Laïcité : comment Macron a imposé le séparatisme dans le débat

Par Cécile Chambraud, Louise Couvelaire - Le Monde

Le chef de l’Etat doit présenter aux Mureaux (Yvelines), ce vendredi, son plan d’action qui va faire l’objet d’un projet de loi.

Après plusieurs reports, Emmanuel Macron doit présenter vendredi 2 octobre, aux Mureaux (Yvelines), son action contre « les séparatismes », une priorité revenue au premier plan cet été et qui doit faire l’objet d’un projet de loi d’ici à la fin de l’année. Le texte est longtemps resté dans les limbes. « Il est trop tôt pour parler du contenu », avait ainsi indiqué mi-septembre Jean Castex aux représentants des cultes, reçus un à un à l’Hôtel Matignon.

Le gouvernement, lui, en parle beaucoup. Jean Castex l’a annoncé lors de son discours de politique générale, le 15 juillet, Emmanuel Macron l’a confirmé le 4 septembre. Quant au duo formé au ministère de l’intérieur par Gérald Darmanin et Marlène Schiappa, il en a fait une des clés de sa ligne politique. Mais ce qu’en a dit jusqu’à présent l’exécutif est jugé bien faible, voire « à côté de la plaque » par les acteurs de terrain.

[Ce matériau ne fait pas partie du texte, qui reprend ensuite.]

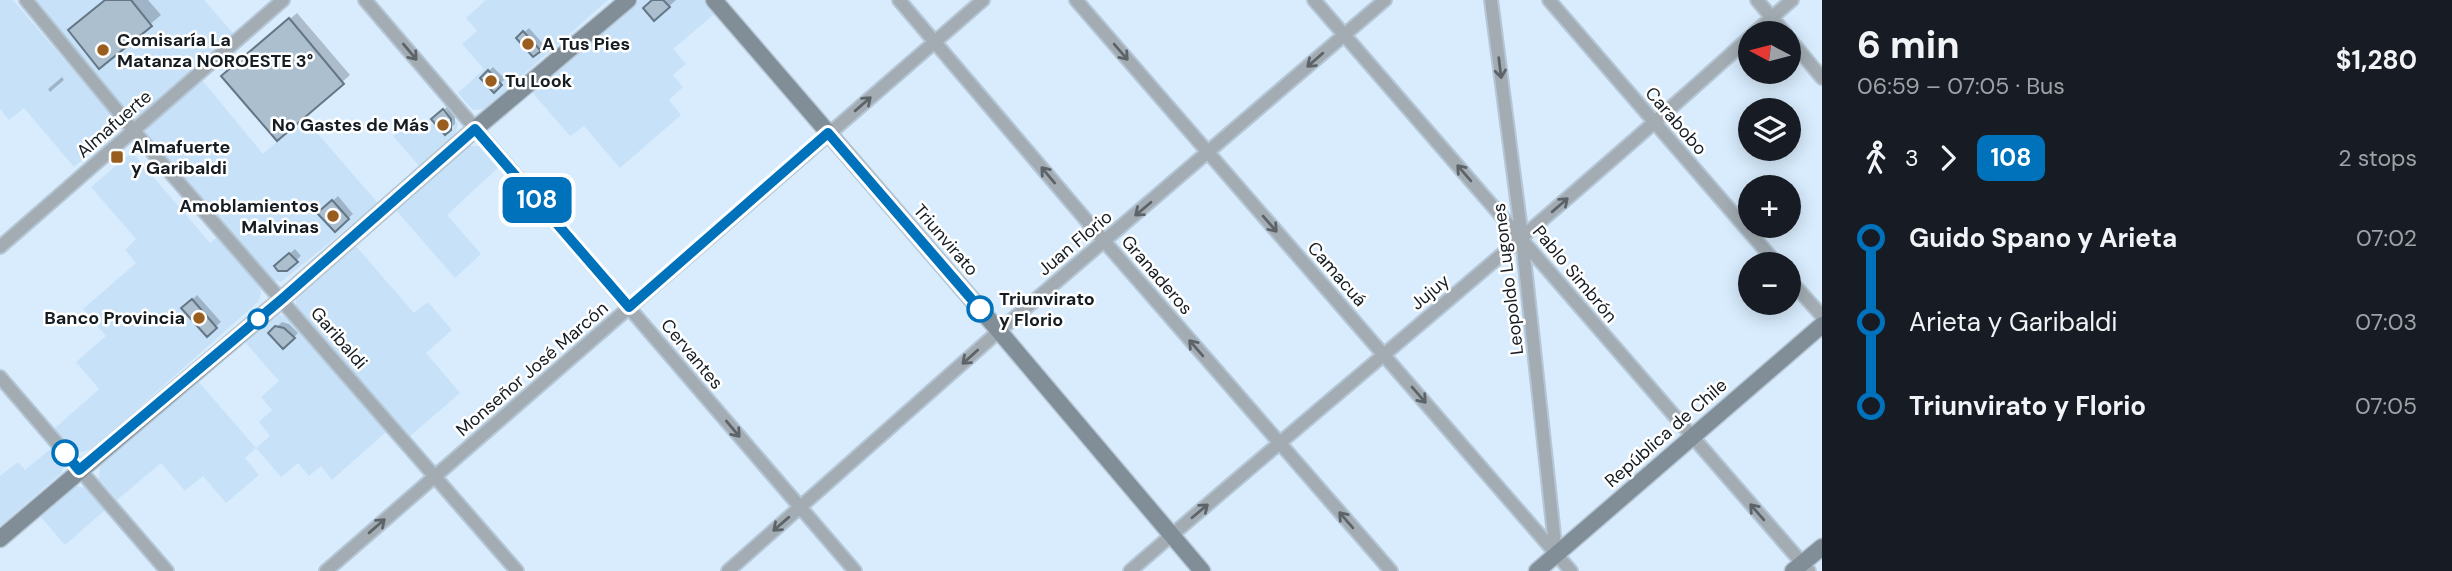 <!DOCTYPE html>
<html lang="en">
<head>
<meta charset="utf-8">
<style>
  :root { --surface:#171b24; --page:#242831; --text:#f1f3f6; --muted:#9ea1a6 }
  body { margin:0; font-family:"DM Sans",sans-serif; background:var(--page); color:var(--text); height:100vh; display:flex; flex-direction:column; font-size:26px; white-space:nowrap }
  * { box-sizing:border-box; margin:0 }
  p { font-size:23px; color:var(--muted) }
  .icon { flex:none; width:38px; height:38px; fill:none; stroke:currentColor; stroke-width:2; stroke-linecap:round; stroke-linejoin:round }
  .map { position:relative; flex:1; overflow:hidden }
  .side { display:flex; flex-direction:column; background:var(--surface); width:630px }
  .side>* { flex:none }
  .badge { padding:0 14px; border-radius:10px; font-size:24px; line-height:46px }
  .needle { width:46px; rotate:277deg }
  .controls { position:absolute; left:1738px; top:21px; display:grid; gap:14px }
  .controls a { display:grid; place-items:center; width:63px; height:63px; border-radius:50%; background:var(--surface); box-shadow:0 4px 18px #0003; font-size:35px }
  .map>.badge { position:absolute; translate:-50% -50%; box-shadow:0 0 0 4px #fff }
  .legs { display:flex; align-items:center; gap:10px; height:77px; padding:0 35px; font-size:23px }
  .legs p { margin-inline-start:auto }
  .head { display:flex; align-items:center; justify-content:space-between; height:119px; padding:0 35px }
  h1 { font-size:38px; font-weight:700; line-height:52px }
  ul { padding:0 35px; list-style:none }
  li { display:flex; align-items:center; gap:24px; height:84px; font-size:26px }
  li i { display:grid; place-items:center; width:10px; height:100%; margin:0 9px; background:currentColor }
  li i::after { content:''; width:18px; height:18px; margin:-9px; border:5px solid; border-radius:50%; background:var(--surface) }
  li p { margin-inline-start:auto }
  li:first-child i { background:linear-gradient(#0000 50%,currentColor 0) }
  li:last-child i { background:linear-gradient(currentColor 50%,#0000 0) }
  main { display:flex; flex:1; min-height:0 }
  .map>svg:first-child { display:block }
</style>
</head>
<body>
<main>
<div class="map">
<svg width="1822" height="571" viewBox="0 0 1822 571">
  <rect width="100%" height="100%" fill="#d8ecfd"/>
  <!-- built -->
  <path fill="#c7e2f8" d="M0,0H13L116,120V131L74,167L24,108L9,120L0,109Z
    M38,0H204L233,33L139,116L131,117L33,4Z
    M486,0H608L484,109L473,110L458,93L484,69L462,44L477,31L466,18Z
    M637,0H709L718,11L673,49L686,64L673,75L683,87L669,100L681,115L620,168L584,126L570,136L532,92Z
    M201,79L263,154L304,118L378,203L281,282L273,280L147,137L146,132L148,124Z
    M449,110L458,124L456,132L452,138L419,166L393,136L409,123L419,135Z
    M468,146H480L500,166L447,215L481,254L455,278L396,210Z
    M132,152L210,243L217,237L258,285L261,291L260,298L258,302L92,449L81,452L70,447L54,429L99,389L76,362L106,336L83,309L136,263L125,250L136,239L91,187Z
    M355,245L414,313L428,302L452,330L426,353L460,393L408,438L296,308V296Z
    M279,314L285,317L386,432L332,480L321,466L309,476L298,463L281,477L256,448L245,458L259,475L226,503L203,476L185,491L161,463L117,500L99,479L100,466L198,381L256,448L270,436L259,422L272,410L261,397L279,381L243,340L273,315Z
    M53,447L64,458V466L61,473L0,526V476L18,462L25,470Z
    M74,486L88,488L105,510L65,545L40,516Z"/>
  <!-- shadow -->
  <path fill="#0003" d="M105,0H148L161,15L99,67Z
    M654,0H676L655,19Z
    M297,13L350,75L277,139L231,69Z
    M529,28L544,45L534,55L518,38Z
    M493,67L505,79L494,90L482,78Z
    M62,77L64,80L50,92L48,89Z
    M448,106L455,114V124L445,133L433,119Z
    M338,196L353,214L335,230L320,213Z
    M295,249L301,256L286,270L280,262Z
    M197,295L221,322L207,334L184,308Z
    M282,322L289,324L298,333L284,347L270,333Z"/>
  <!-- building -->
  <path fill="#abbfcf" stroke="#657786" stroke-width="2" d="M105,0H131L152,26L99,69L68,30Z
    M652,0H663L670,7L654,21L643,8Z
    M289,18L344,84L277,141L221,76Z
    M523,31L541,51L533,57L516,38Z
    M488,70L502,85L494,93L480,78Z
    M443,109L451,119V130L445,135L431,119Z
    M332,200L349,219L335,232L317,213Z
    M289,253L298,262L287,271H278L274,266Z
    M192,299L217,328L207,337L181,308Z
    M275,326L284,328L295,338L283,349L268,333Z"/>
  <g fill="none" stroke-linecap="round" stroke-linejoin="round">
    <defs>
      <path id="street" d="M26,0L134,131L517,571
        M365,0L855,571
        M899,0L1104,241L1391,571
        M1076,0L1571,571
        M1314,0L1809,571
        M1491,0L1522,238L1556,554
        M1549,0L1777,264
        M1757,0L1785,33
        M1754,33L1792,0
        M1788,37L1822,78
        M0,247L283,0
        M1788,278L1822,316
        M0,377L167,571
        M326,571L983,0
        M728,571L999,331L1385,0
        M1130,571C1336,393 1548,220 1750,37"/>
      <path id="secondary" d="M714,0L999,331L1202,571
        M0,539L282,299L475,129L628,0
        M1537,571L1822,325
        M1793,571L1822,547"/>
    </defs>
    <!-- street casing -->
    <use href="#street" stroke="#b5c7d6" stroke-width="16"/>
    <!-- secondary casing -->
    <use href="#secondary" stroke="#b5c7d6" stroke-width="19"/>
    <!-- street -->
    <use href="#street" stroke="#a3acb3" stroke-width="12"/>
    <!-- secondary -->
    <use href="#secondary" stroke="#818e98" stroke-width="16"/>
  </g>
  <!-- one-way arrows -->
  <defs><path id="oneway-shaft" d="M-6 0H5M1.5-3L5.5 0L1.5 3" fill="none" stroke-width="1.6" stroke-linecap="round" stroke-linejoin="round" transform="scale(1.75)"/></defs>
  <g stroke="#5c646a">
    <use href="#oneway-shaft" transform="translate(410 52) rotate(50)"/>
    <use href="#oneway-shaft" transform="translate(1121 52) rotate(49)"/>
    <use href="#oneway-shaft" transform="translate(1315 60) rotate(139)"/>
    <use href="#oneway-shaft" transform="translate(1500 68) rotate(83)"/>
    <use href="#oneway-shaft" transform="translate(863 104) rotate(-41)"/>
    <use href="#oneway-shaft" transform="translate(1464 173) rotate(-131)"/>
    <use href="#oneway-shaft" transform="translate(1048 175) rotate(-130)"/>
    <use href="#oneway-shaft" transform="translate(1560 205) rotate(-41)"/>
    <use href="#oneway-shaft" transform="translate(1143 209) rotate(140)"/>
    <use href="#oneway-shaft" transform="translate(1270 224) rotate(49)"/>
    <use href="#oneway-shaft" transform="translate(1196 348) rotate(-131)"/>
    <use href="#oneway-shaft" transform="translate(970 357) rotate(138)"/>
    <use href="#oneway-shaft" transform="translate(1419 395) rotate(49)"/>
    <use href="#oneway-shaft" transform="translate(733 429) rotate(50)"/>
    <use href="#oneway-shaft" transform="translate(1200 511) rotate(-40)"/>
    <use href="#oneway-shaft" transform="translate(1757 512) rotate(-131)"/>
    <use href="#oneway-shaft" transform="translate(1346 520) rotate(-131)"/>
    <use href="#oneway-shaft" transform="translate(781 524) rotate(139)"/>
    <use href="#oneway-shaft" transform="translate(377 526) rotate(-41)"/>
  </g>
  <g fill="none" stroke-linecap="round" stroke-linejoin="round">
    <defs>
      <path id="line-1" d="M65,453L79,470L282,299L475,129L629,307L828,133L980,309"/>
    </defs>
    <!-- line-1 casing -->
    <use href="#line-1" stroke="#fff" stroke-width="16"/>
    <!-- line-1 -->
    <use href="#line-1" stroke="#0072bc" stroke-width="10"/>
  </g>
  <!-- markers -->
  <g fill="#995d1e" stroke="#fff" stroke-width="2.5">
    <circle cx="528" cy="44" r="7"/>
    <circle cx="103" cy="50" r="7"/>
    <circle cx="491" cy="81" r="7"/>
    <circle cx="443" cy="125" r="7"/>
    <rect x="110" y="150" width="14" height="14" rx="3.5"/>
    <circle cx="333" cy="216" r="7"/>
    <circle cx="199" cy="318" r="7"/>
  </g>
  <g fill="#fff" stroke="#0072bc" stroke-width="3.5">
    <circle cx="980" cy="309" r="12"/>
    <circle cx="258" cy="319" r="9"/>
    <circle cx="65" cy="453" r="12"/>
  </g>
  <g text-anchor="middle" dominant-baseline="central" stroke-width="5" stroke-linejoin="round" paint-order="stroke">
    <!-- poi labels -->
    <g font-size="18" font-weight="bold" fill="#151c22" stroke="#fff" text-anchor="start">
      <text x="117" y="40">Comisaría La<tspan x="117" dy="21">Matanza NOROESTE 3°</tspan></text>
      <text x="542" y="44">A Tus Pies</text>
      <text x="505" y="81">Tu Look</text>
      <text x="429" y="125" text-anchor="end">No Gastes de Más</text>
      <text x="131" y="147">Almafuerte<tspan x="131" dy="21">y Garibaldi</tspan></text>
      <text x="319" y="206" text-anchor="end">Amoblamientos<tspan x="319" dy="21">Malvinas</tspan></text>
      <text x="185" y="318" text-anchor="end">Banco Provincia</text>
    </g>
    <!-- street labels -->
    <g font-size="18" fill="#151c22" stroke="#fff">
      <text transform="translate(1676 121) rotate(49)">Carabobo</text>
      <text transform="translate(114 124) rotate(-41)">Almafuerte</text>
      <text transform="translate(946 240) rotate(49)">Triunvirato</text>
      <text transform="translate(1075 243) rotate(-40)">Juan Florio</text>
      <text transform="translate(1337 274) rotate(49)">Camacuá</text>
      <text transform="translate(1575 274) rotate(50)">Pablo Simbrón</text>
      <text transform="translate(1157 275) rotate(49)">Granaderos</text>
      <text transform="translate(1508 279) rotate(-97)">Leopoldo Lugones</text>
      <text transform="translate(1430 292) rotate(-40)">Jujuy</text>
      <text transform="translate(339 338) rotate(49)">Garibaldi</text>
      <text transform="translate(692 354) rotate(50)">Cervantes</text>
      <text transform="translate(532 369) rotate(-41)">Monseñor José Marcón</text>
      <text transform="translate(1666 433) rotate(-41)">República de Chile</text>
    </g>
    <!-- stop labels -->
    <g font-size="18" font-weight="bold" fill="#151c22" stroke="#fff" text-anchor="start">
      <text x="999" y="299">Triunvirato<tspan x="999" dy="21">y Florio</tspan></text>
    </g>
  </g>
</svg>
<div class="controls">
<a><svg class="needle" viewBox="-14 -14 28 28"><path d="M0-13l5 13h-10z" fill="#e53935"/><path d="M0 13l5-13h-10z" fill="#9ea1a6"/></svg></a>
<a><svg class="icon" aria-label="layers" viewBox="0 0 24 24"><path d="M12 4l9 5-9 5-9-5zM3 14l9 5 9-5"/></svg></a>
<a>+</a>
<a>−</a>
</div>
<b class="badge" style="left:537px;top:200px;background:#0072bc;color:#fff">108</b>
</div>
<section class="side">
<div class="head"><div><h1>6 min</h1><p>06:59 – 07:05 · Bus</p></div><b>$1,280</b></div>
<div class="legs"><svg class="icon" aria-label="walk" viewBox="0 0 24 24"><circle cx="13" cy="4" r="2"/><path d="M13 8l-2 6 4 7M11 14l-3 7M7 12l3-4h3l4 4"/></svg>3<svg class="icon" aria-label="forward" viewBox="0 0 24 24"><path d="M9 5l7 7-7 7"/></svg><b class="badge" style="background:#0072bc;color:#fff">108</b><p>2 stops</p></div>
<ul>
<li><i style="color:#0072bc"></i><b>Guido Spano y Arieta</b><p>07:02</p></li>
<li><i style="color:#0072bc"></i><span>Arieta y Garibaldi</span><p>07:03</p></li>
<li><i style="color:#0072bc"></i><b>Triunvirato y Florio</b><p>07:05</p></li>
</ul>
</section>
</main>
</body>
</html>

Pendant tout l’été, le ministre de l’intérieur a préparé cette mobilisation par un discours alarmiste. « Le pays est malade de son communautarisme et désormais d’un islam politique qui veut renverser les valeurs de la République », a-t-il lancé dans La Voix du Nord le 18 juillet, avant de présenter le futur projet de loi comme un rempart contre « la guerre civile ». Puis, il a dénoncé quelques jours plus tard « l’ensauvagement d’une certaine partie de la société ».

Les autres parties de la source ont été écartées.